= Exercise =
Every line of the material that mentions the word "center" should be copied out.

START Data to process

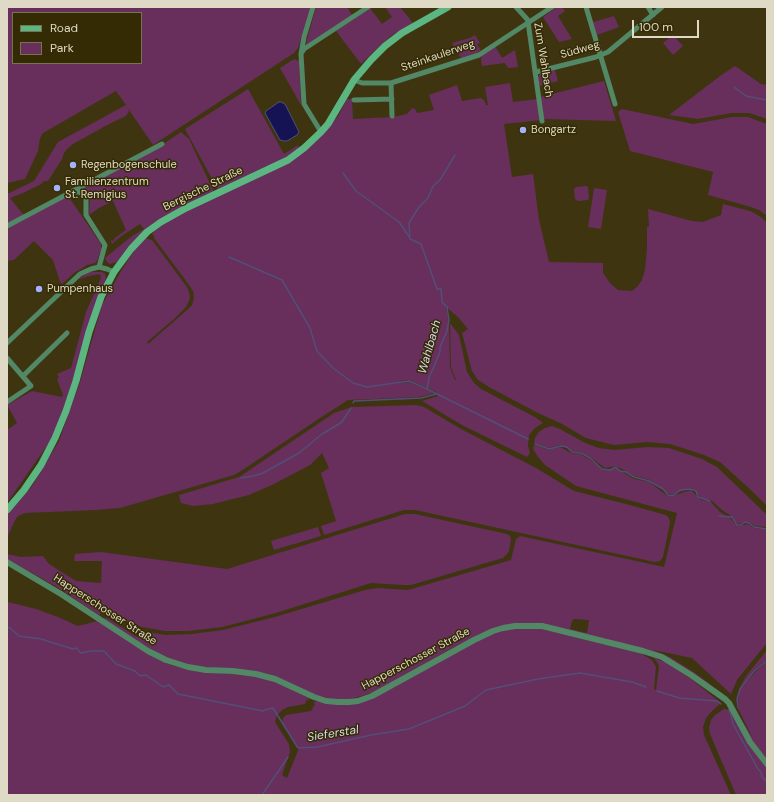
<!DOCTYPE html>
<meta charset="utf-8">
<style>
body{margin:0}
#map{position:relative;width:774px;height:802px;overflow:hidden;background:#3e3510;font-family:"DM Sans",sans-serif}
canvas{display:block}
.frame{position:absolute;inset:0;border:8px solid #dfdac6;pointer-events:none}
.legend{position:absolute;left:12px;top:12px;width:130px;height:52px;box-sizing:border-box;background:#342b04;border:1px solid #787152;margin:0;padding:5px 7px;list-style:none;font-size:12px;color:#dfdac6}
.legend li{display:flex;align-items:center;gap:8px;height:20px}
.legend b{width:20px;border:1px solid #787152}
.scale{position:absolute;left:632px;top:20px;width:67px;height:18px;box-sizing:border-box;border:2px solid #dfdac6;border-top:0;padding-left:5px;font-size:12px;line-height:14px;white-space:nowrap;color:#dfdac6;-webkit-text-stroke:3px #342b04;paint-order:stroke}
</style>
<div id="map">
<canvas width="774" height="802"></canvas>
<div class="frame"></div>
<ul class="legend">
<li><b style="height:5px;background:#5cb681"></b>Road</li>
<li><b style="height:11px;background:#682e5c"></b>Park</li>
</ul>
<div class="scale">100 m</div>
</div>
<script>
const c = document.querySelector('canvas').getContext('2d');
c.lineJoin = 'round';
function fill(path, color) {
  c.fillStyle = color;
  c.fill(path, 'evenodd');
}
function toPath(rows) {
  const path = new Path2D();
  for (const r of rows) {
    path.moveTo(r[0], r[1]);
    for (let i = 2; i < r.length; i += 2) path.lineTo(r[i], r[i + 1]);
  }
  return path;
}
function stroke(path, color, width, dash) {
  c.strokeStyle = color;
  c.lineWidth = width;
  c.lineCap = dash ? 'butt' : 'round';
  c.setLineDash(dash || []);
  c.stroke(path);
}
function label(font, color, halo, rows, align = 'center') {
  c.font = font + ' "DM Sans",sans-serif';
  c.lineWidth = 3;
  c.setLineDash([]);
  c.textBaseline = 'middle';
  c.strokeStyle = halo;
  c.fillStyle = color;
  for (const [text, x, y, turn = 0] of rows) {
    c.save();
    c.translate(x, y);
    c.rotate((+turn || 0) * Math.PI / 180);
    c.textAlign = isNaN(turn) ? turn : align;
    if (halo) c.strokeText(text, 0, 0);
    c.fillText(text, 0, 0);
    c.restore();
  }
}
fill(toPath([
 [7,7,311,7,298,48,294,53,153,145,127,107,129,111,126,116,109,124,73,144,67,149,64,153,62,159,48,181,44,181,41,184,23,193,10,198,22,213,24,214,26,218,68,196,101,244,101,250,97,261,95,263,87,265,81,269,74,273,62,284,60,282,53,260,34,241,14,260,7,261,7,194,34,181,58,142,126,105,116,91,43,133,40,138,38,151,25,179,7,183],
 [13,13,141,13,141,63,13,63],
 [316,7,347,7,352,15,307,44,306,43],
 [385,7,400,7,413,23,391,36,382,44,371,54,361,64,336,31,370,8,382,24,392,17],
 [557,7,562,7,565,11,558,16,572,39,559,42,543,17],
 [614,16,619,27,597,35,593,22],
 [475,35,480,43,477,44,481,50,477,53,461,58,452,43,470,38],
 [673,35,683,46,673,55,663,43],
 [495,46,502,58,515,50,518,67,508,68,505,63,482,66,481,58,482,54],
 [294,59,299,61,301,105,280,68],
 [735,66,761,84,767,85,767,119,749,113,732,113,698,119,669,115,720,76],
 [555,70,558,81,539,86,538,77,539,75,540,74],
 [604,81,616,121,544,119,540,97],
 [510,83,513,102,538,99,541,120,504,124,512,177,533,174,539,220,549,262,603,263,603,273,610,283,618,290,632,291,637,287,642,280,645,270,647,249,647,227,649,227,648,209,692,221,703,222,721,215,723,204,750,211,756,214,762,218,767,223,767,506,752,491,720,462,704,455,670,444,647,442,614,445,586,438,562,424,536,412,489,387,478,380,472,371,462,333,468,329,458,317,447,308,446,308,449,323,450,367,455,380,456,380,451,367,450,323,459,335,467,372,474,383,481,389,535,417,543,423,535,428,529,435,528,446,530,453,527,457,462,425,422,401,438,396,436,392,409,380,400,381,401,383,409,382,434,393,419,397,348,400,320,418,241,471,234,475,120,508,96,510,25,513,18,516,14,522,7,538,7,515,32,486,59,441,80,382,102,305,120,273,135,249,145,239,148,238,148,239,152,240,187,287,189,292,190,298,188,303,185,308,174,319,147,342,148,344,187,310,192,305,194,298,193,291,189,285,154,238,154,235,152,235,154,231,177,215,280,167,326,130,338,116,347,99,352,99,353,119,393,117,407,114,412,108,415,109,417,113,434,110,429,95,457,85,462,101,481,98,484,100,486,105,488,105,485,87],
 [248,89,284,154,298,145,299,148,291,155,218,189,217,188,185,129],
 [622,109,693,124,732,117,748,117,767,124,767,216,759,210,751,207,708,195,713,172,630,151,618,112],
 [181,132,189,139,213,190,213,192,178,209,117,262,110,264,108,263,105,259,106,257,132,236,144,229,140,224,120,237,112,244,111,241,112,240,114,241,114,239,116,237,126,230,113,201,99,208,89,215,90,196,88,193,80,189,156,149],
 [586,186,588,187,589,198,588,200,578,201,575,199,574,189,576,187],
 [594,188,607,190,601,229,588,227],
 [90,272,102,272,105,274,106,278,68,396,53,437,7,503,7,430,17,423,7,405,32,391,62,397,63,395,57,379,59,378,57,374,71,368,86,312,101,278,100,274,94,275,89,276,79,279,79,278],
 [416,405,424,407,461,429,536,468,574,491,626,504,666,515,669,518,670,523,663,557,660,561,655,562,415,510,404,510,324,535,321,526,336,521,321,473,329,468,322,453,310,465,274,484,249,495,213,504,193,506,181,503,179,495,239,477,334,413,352,407],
 [552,426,560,429,585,443,599,448,614,450,647,447,669,448,702,459,717,467,767,515,767,527,755,526,749,522,738,524,731,516,722,510,711,500,702,499,692,488,670,495,650,480,635,476,616,466,605,468,590,457,581,452,572,451,561,445,549,448,534,443,535,438,539,432,545,428],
 [534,445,549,450,560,447,571,453,580,454,589,459,604,470,616,468,634,479,649,482,669,497,691,490,701,500,710,501,720,512,730,518,737,526,748,524,754,528,766,529,767,530,767,643,749,665,737,680,731,694,692,658,653,650,670,657,695,673,727,697,668,658,540,624,489,630,476,636,456,646,373,692,362,696,350,699,339,700,326,698,318,696,269,674,258,672,195,666,168,658,149,648,104,619,104,618,107,618,137,637,141,631,166,635,192,634,223,630,275,617,365,590,378,588,408,590,511,560,516,539,520,536,664,567,677,513,576,486,545,465,538,457,533,449],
 [574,619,589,620,587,633,570,629,572,621],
 [405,514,415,514,507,534,510,536,511,540,509,551,506,555,503,558,411,585,403,585,371,583,276,613,222,627,189,631,165,631,142,627,102,613,99,615,57,587,7,559,7,554,21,557,43,556,49,564,76,581,101,583,102,561,74,561,75,554,101,552,227,569],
 [318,527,321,536,274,550,271,541],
 [7,602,12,603,36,609,58,617,78,626,98,621,150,655,171,665,182,668,206,672,246,675,264,678,273,681,309,698,309,701,307,699,305,704,288,707,282,710,277,715,275,722,289,744,290,752,282,775,287,778,299,748,282,723,283,718,286,715,311,711,315,704,313,703,317,701,351,704,488,635,505,630,518,628,542,629,642,654,652,660,656,667,654,689,656,690,659,666,657,662,653,657,667,663,691,679,721,703,712,711,706,718,703,727,704,735,731,795,7,795],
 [767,650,767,660,754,670,739,689,746,676],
 [767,662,767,795,736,795,710,734,709,727,711,720,715,715,724,709,730,710,739,716,753,738,737,707,739,707,738,699,740,690,755,672]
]), '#682e5c');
const water = toPath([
 [279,102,281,102,285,104,299,132,297,135,287,141,284,141,280,140,265,113,266,111,279,102]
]);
fill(water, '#151354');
stroke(water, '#524f76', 1);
stroke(toPath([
 [734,87,746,96,767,100],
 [455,155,440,180,433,186,428,198,419,207,409,223,410,239,421,244,437,289,441,289,442,302,447,307,449,320,447,331,440,347,440,352,429,378,427,389,528,439],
 [343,173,356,191,399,222,410,238],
 [229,257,282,280,310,328,317,351,333,368,353,383,367,387,409,381,427,389],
 [353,403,354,401,421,398,436,394],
 [535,444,549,449,561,446,567,447,572,452,581,453,590,458,602,469,610,470,616,467,620,471,626,472,634,477,649,481,663,489,669,496,674,495,680,490,691,489,696,491,698,497,710,501],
 [241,478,253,476,263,473,299,453,322,434,334,427,342,422,351,408],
 [719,516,732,517,737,525,741,525,745,522,749,523,754,527,767,529],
 [7,627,10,628,19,636,42,639,47,641,73,649,76,648,81,653,91,651,104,651,116,664,135,671,140,676,146,675,163,687,169,685,178,694,263,711,264,710,273,708,298,748,317,747,371,735,409,729,465,706,486,690,538,679,580,673,632,682,646,687],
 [657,691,679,698,717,701,721,704],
 [738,707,737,699,740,689,754,671,767,661],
 [729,710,731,715,733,724,758,769,761,772,762,777,767,782],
 [262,795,288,757]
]), '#524f76', 1.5);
stroke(toPath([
 [313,7,304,37,301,54,304,104,321,132],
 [516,7,527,19,528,22,542,121],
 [586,7,615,104],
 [648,7,653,15],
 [302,52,304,49,368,7],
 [536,72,596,57,608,52,662,7],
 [354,80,362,83,391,83,479,55,552,7],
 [391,83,392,116],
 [354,100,392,99],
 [72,192,78,192,84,194,86,198,86,215,105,245,99,267],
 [7,226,162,144],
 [7,343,80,274,91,269,99,267,107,269,114,272],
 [7,358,31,386,7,402],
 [23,376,67,333]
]), '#528866', 5);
stroke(toPath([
 [7,562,61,594,148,651,166,660,188,667,206,670,233,671,256,674,275,679,314,697,326,701,338,702,349,702,358,701,372,696,474,640,493,631,503,628,515,626,542,626,643,651,662,657,691,675,725,699,729,703,750,742,767,764]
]), '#528866', 6);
stroke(toPath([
 [7,510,24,490,41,465,55,438,66,411,76,381,89,332,101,297,114,272,131,249,147,232,161,222,186,208,288,160,304,148,321,132,328,124,354,80,371,60,385,46,402,33,448,7]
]), '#5cb681', 7);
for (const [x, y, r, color] of [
 [523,130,4,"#a4b2fc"],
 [73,165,4,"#a4b2fc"],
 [57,188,4,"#a4b2fc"],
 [39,289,4,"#a4b2fc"]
]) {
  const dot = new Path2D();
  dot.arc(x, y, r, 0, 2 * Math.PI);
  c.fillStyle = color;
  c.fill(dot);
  stroke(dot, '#342b04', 1.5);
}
label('11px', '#dfdac6', '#342b04', [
 ["Südweg",580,50,-16],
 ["Steinkaulerweg",438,56,-19],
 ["Zum Wahlbach",543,60,81],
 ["Bergische Straße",203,189,-26],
 ["Happerschosser Straße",105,610,33],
 ["Happerschosser Straße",416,659,-28]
]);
label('11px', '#dfdac6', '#342b04', [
 ["Bongartz",531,130],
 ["Regenbogenschule",81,165],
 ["Familienzentrum",65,182],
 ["St. Remigius",65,195],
 ["Pumpenhaus",47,289]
], 'left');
label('italic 12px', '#d4d9ed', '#342b04', [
 ["Wahlbach",430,347,-74],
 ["Sieferstal",333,734,-9]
]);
</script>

END Data to process

= Solution below =
.legend li{display:flex;align-items:center;gap:8px;height:20px}
function label(font, color, halo, rows, align = 'center') {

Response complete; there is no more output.